The finance ministry estimates the tax, which if passed by parliament would take effect on August 1, will bring in €1.1 billion ($1.45 billion) annually to state coffers.

The project will also include a 0.01 tax on naked Credit Default Swaps -- a bet that a country will default on its debt -- and on high-frequency trading, both features of modern markets which critics say stoke volatility and risk.

"Putting such a tax in place, in the run-up to the presidential election, is much more of a political move than an economic one," said Frederik Ducrozet at Credit Agricole CIB.

"In the past, the introduction of such a tax unilaterally in one country has never been proof of its effectiveness," Ducrozet said.

Sweden adopted a transactions tax in the 1980s but had to reverse course when its banks and bankers simply moved offshore, mostly to the City of London, and the proceeds were much lower than anticipated.

"Paris hopes to raise a billion euros a year but we do not know how the government arrived at that figure. Working that out looks very difficult because transaction volumes can vary a great deal," said Jean-Louis Mourier at brokers Aurel BGC.

Analysts said the restricted basis for the tax, which will cover trades in only the largest firms, also crimps its effectiveness.

"As a matter of fairness, it's regrettable that many foreign companies operating (in France) will not be included," said Gilles Moec, chief economist at Deutsche Bank.

As for the tax curbing speculative trading activity, that too is open to question.

"Speculation is far from being only a French problem and does not only affect stock markets -- commodities, currencies and derivative instruments are all even much more involved," said Renaud Murail at Barclays Bourse.

Likewise, the main high frequency trading houses are all based in the United States while from a legal point of view, it is hard to see how such a transaction tax can be put in place.

"How will the state be able to tax transactions which take place on other financial markets?
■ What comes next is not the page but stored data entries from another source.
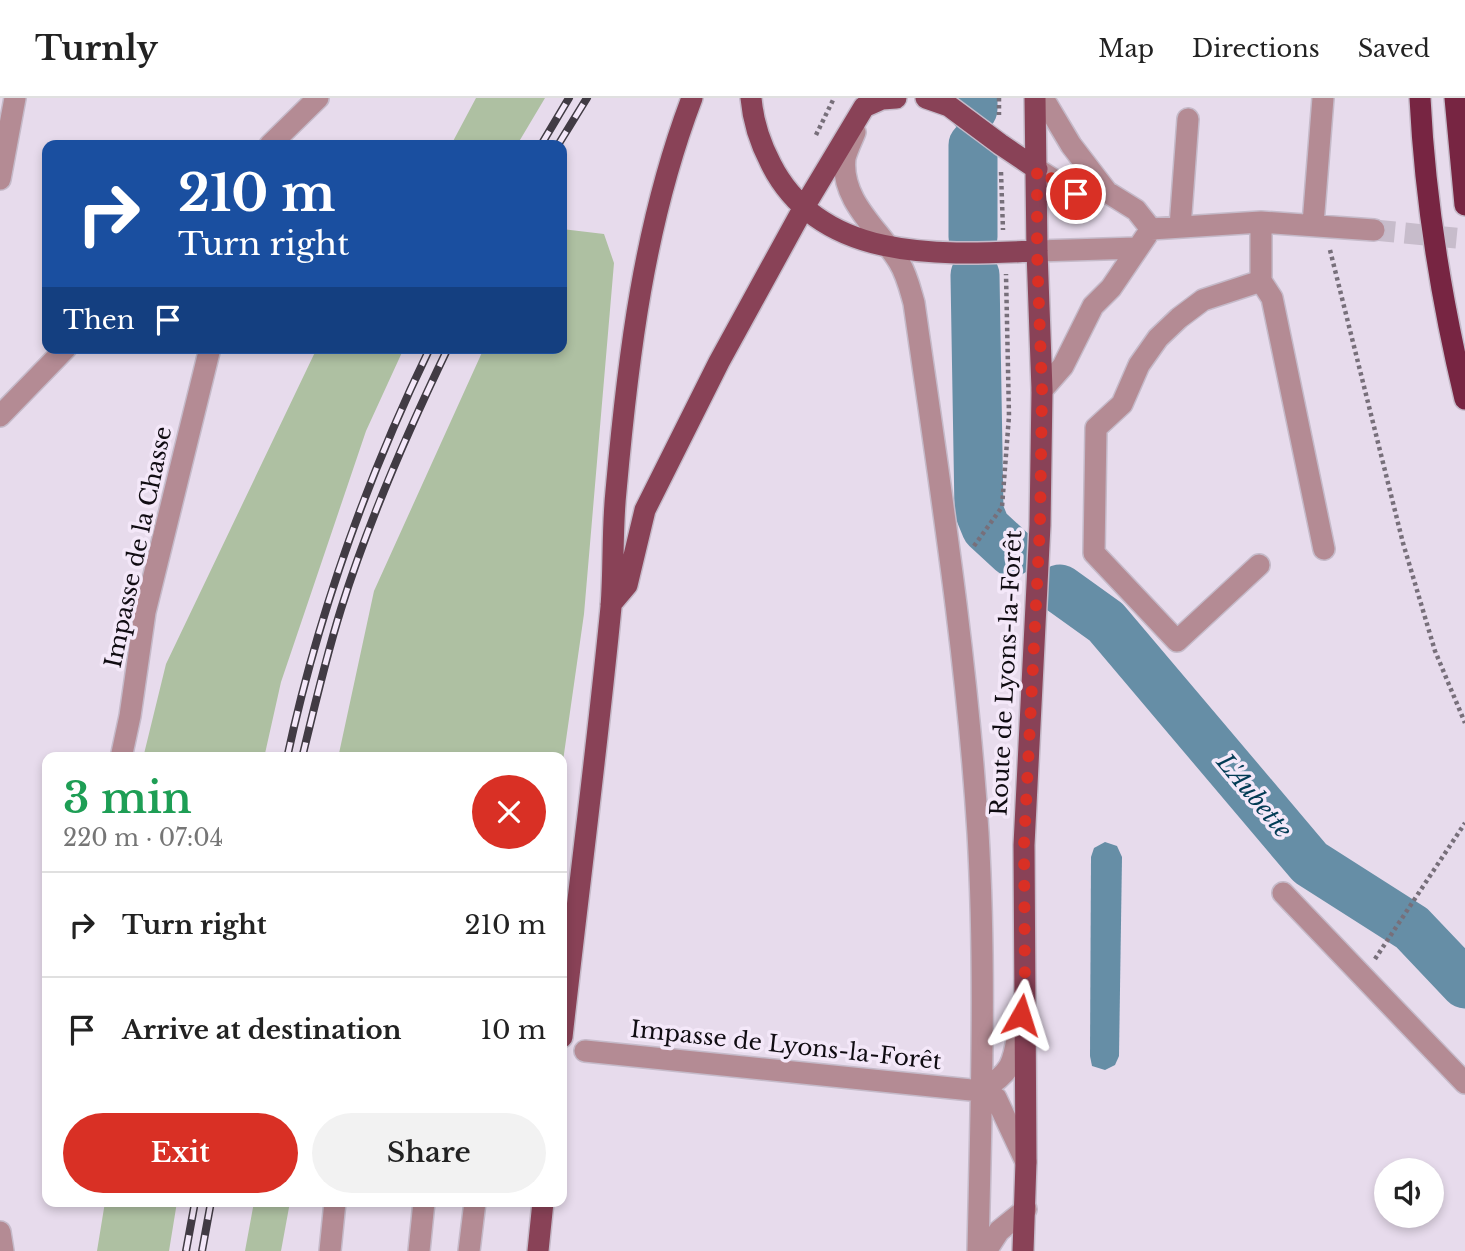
<!DOCTYPE html>
<meta charset="utf-8">
<style>
body{margin:0;font-family:"Libre Baskerville",serif;background:#f2f2f2;color:#222;height:100vh;display:flex;flex-direction:column;font-size:26px;white-space:nowrap}
*{box-sizing:border-box;margin:0}
p{font-size:23px;color:#767676}
.icon{flex:none;width:38px;height:38px;fill:none;stroke:currentColor;stroke-width:2;stroke-linecap:round;stroke-linejoin:round}
.map{position:relative;flex:1;overflow:hidden}
.panel{position:absolute;left:42px;top:654px;width:525px;height:455px;display:flex;flex-direction:column;background:#fff;border-radius:14px;box-shadow:0 4px 10px #0003}
.panel>*{flex:none}
.hud{position:absolute;left:42px;top:42px;width:525px;height:214px;border-radius:14px;box-shadow:0 4px 10px #0003;background:#1a4fa0;color:#fff;overflow:hidden}
.controls{position:absolute;left:1374px;top:1060px;display:grid;gap:14px}
.controls a{display:grid;place-items:center;width:70px;height:70px;border-radius:50%;background:#fff;box-shadow:0 4px 10px #0003;font-size:35px}
.pin{position:absolute;display:grid;place-items:center;width:60px;height:60px;color:#fff;margin:-30px;border:4px solid #fff;border-radius:50%;box-shadow:0 2px 7px #0007}
.me{position:absolute;width:77px;margin:-38px;rotate:6deg;stroke-linejoin:round;filter:drop-shadow(0 0 5px #0008)}
.turn{display:flex;align-items:center;gap:24px;height:147px;padding:0 21px;font-size:32px}
.turn .icon{width:91px;height:91px;stroke-width:2.5}
.turn b{display:block;font-size:49px;line-height:60px}
.then{display:flex;align-items:center;height:66px;padding:0 21px;background:#0003;gap:14px;font-size:26px}
.round{display:grid;place-items:center;flex:none;width:74px;height:74px;border-radius:37px;background:#f2f2f2}
.summary{display:flex;align-items:center;justify-content:space-between;height:119px;padding:0 21px}
h1{font-size:42px;font-weight:600;line-height:52px;color:#1e9e55}
.button{display:flex;gap:14px;margin-top:auto;padding:14px 21px}
.button a{flex:1;height:80px;border-radius:42px;background:#d93025;color:#fff;font-size:28px;font-weight:600;line-height:80px;text-align:center}
.button a+a{background:#f2f2f2;color:#222}
ul{padding:0;list-style:none}
li{display:flex;align-items:center;gap:21px;height:105px;padding:0 21px;border-top:2px solid #e0e0e0}
li div{flex:1}
li b{display:block;font-size:26px}
li em{font-style:normal}
header{display:flex;align-items:center;gap:42px;box-sizing:border-box;height:98px;padding:0 35px;background:#fff;border-bottom:2px solid #e0e0e0}
header strong{font-size:33px}
nav{display:flex;gap:38px;margin-inline-start:auto;font-size:24px}
.map>svg:first-child{display:block}
.green{fill:#aec0a2}
.water{fill:#668ea6}
.lines{fill:none;stroke-linecap:round;stroke-linejoin:round}
.river{stroke:#668ea6;stroke-width:49}
.minor-tunnel{stroke:#c7bccb;stroke-width:21;stroke-dasharray:21 10;stroke-linecap:butt}
.minor-casing{stroke:#c5bac9;stroke-width:24}
.major-casing{stroke:#c5bac9;stroke-width:24}
.highway-casing{stroke:#c5bac9;stroke-width:24}
.path{stroke:#776f7a;stroke-width:4.5;stroke-dasharray:3.5 3.5;stroke-linecap:butt}
.minor{stroke:#b48b94;stroke-width:21}
.major{stroke:#894257;stroke-width:21}
.highway{stroke:#772542;stroke-width:21}
.rail-casing{stroke:#413b44;stroke-width:8}
.rail{stroke:#f4e8f9;stroke-width:5;stroke-dasharray:16;stroke-linecap:butt}
.route{stroke:#d93025;stroke-width:12;stroke-dasharray:0 21.6}
.labels{text-anchor:middle;stroke-width:7;stroke-linejoin:round;paint-order:stroke}
.street-label{font-size:23px;fill:#100c12;stroke:#f4e8f9}
.water-label{font-size:24px;font-style:italic;fill:#023b54;stroke:#f4e8f9}
</style>
<header>
<strong>Turnly</strong>
<nav><a>Map</a><a>Directions</a><a>Saved</a></nav>
</header>
<div class="map">
<svg width="1465" height="1153" viewBox="0 0 1465 1153">
<rect width="100%" height="100%" fill="#e7dbec"/>
<!-- green -->
<path class="green" d="M476,0H545L517,47H451Z
M562,131L604,136L614,165L584,516L562,670V660H338L374,493L484,250H562Z
M317,250H404L366,333L281,584L264,660H143L166,566Z
M105,1104H177L169,1153H97Z
M254,1104H290L281,1153H245Z"/>
<!-- water -->
<path class="water" d="M1105,744L1117,748L1122,759L1119,958L1115,967L1105,972L1092,968L1090,958L1091,759L1094,750Z"/>
<g class="lines">
<!-- river -->
<path class="river" d="M973,11V0
M973,47V139
M975,177L979,413L986,430L1012,454
M1060,491L1106,524L1310,765L1412,830L1465,886"/>
<!-- minor-tunnel -->
<path class="minor-tunnel" d="M1374,132L1465,141"/>
<!-- minor casing -->
<g class="minor-casing">
<path id="minor" d="M1043,0L1071,47L1107,94L1136,112L1151,131
M855,34C852,42 847,52 845,60C840,103 880,132 899,164C907,177 910,191 914,205C939,381 967,557 978,735C986,874 981,1014 978,1153
M270,47L318,0
M1037,71L1076,96L1107,94
M0,81L15,0
M1261,124V183L1272,200L1324,451
M1313,126L1323,0
M1180,129L1188,21
M1037,153L1137,150
M1042,292L1063,268L1093,208L1111,190L1151,131L1261,124L1374,132
M0,318L66,250
M1259,467L1177,543L1094,455L1096,330L1122,306L1139,267L1158,240L1179,220L1203,202L1261,183
M121,660L130,618L145,514L210,250
M1283,795L1465,985
M1020,923C1013,962 1017,971 981,993L996,1000L1026,1064
M585,953L981,993
M0,1134L3,1153
M330,1153L335,1104
M419,1153L424,1104
M469,1153L475,1104
M986,1153L999,1133L1026,1111"/>
</g>
<!-- major casing -->
<g class="major-casing">
<path id="major" d="M751,0C753,24 760,45 771,66C821,165 942,157 1037,153
M926,0L949,8L1000,46L1037,71
M611,506L627,487L645,412L719,264L804,109L864,9L882,1L896,0
M562,939C578,796 597,652 611,509C614,470 612,431 616,393C628,259 644,126 692,0
M538,1153L543,1104
M1023,1153L1026,1064L1024,747L1040,427L1042,292L1037,153L1035,0"/>
</g>
<!-- highway casing -->
<g class="highway-casing">
<path id="highway" d="M1420,0C1425,102 1441,201 1465,301
M1455,0L1465,107"/>
</g>
<!-- path -->
<path class="path" d="M999,0V17
M816,37L834,0
M1001,74L1003,132
M1330,152L1403,445L1435,553L1465,625
M974,448L1002,409L1009,318L1006,176
M1375,861L1465,725"/>
<!-- minor -->
<use href="#minor" class="minor"/>
<!-- major -->
<use href="#major" class="major"/>
<!-- highway -->
<use href="#highway" class="highway"/>
<!-- rail casing -->
<g class="rail-casing">
<path id="rail" d="M541,47L569,0
M558,47L587,0
M287,660C318,516 366,382 430,250
M302,660C314,610 326,559 341,511C369,421 407,335 448,250
M186,1153L195,1104
M202,1153L211,1104"/>
</g>
<!-- rail -->
<use href="#rail" class="rail"/>
</g>
<g class="lines">
<!-- route -->
<path class="route" d="M1021,917L1025,894L1024,747L1040,427L1042,292L1037,153V71L1076,96"/>
</g>
<g class="labels">
<!-- street labels -->
<g class="street-label">
<text transform="translate(138 449) rotate(-78)" y="8">Impasse de la Chasse</text>
<text transform="translate(1006 575) rotate(-87)" y="8">Route de Lyons-la-Forêt</text>
<text transform="translate(786 947) rotate(6)" y="8">Impasse de Lyons-la-Forêt</text>
</g>
<!-- water labels -->
<g class="water-label">
<text transform="translate(1254 698) rotate(50)" y="8">L'Aubette</text>
</g>
</g>
</svg>
<div class="controls">
<a><svg class="icon" aria-label="sound" viewBox="0 0 24 24"><path d="M4 9h4l5-4v14l-5-4H4zM17 9q2 3 0 6"/></svg></a>
</div>
<div class="pin" style="left:1076px;top:96px;background:#d93025"><svg class="icon" aria-label="arrive" viewBox="0 0 24 24"><path d="M6 21V4h12l-3 4 3 4H6"/></svg></div>
<svg class="me" style="left:1021px;top:917px" viewBox="-20 -20 40 40"><path d="M0-17L14 15 0 8-14 15z" fill="#d93025" stroke="#fff" stroke-width="4"/></svg>
<div class="hud">
<div class="turn"><svg class="icon" aria-label="right" viewBox="0 0 24 24"><path d="M7 20v-9h11M14 6l5 5-5 5"/></svg><div><b>210 m</b>Turn right</div></div>
<div class="then">Then<svg class="icon" aria-label="arrive" viewBox="0 0 24 24"><path d="M6 21V4h12l-3 4 3 4H6"/></svg></div>
</div>
<section class="panel">
<div class="summary"><div><h1>3 min</h1><p>220 m · 07:04</p></div><a class="round" style="background:#d93025;color:#fff"><svg class="icon" aria-label="close" viewBox="0 0 24 24"><path d="M6 6l12 12M18 6L6 18"/></svg></a></div>
<ul>
<li><svg class="icon" aria-label="right" viewBox="0 0 24 24"><path d="M7 20v-9h11M14 6l5 5-5 5"/></svg><div><b>Turn right</b></div><em>210 m</em></li>
<li><svg class="icon" aria-label="arrive" viewBox="0 0 24 24"><path d="M6 21V4h12l-3 4 3 4H6"/></svg><div><b>Arrive at destination</b></div><em>10 m</em></li>
</ul>
<div class="button"><a>Exit</a><a>Share</a></div>
</section>
</div>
It is not at all clear on this issue," said Mourier of Aurel BGC, with many companies listed on overseas bourses.

For other analysts, however, fears about the tax sparking an exodus of companies to other financial centres are overdone.

"There is no reason for a massive shift," Murail said.

"Paris is a much more essential market place than Stockholm and the tax at 0.1 percent is minimal and should not hit brokerage house profits," he added.

For Daniel Lebegue, a former French treasury head and currently head of the country's branch of the anti-corruption group Transparency International, "the idea of companies moving out is a joke."

Instead, companies "would more likely come to Paris from London where the stock transaction tax is much higher," Lebegue said, referring to the British system of investors paying stamp duty on their trades.

"The tax is just a little bump, the take is small, it does not apply to all transactions and the proceeds expected are much less than those raised in Britain or in Switzerland, for example," he said in remarks to La Croix daily.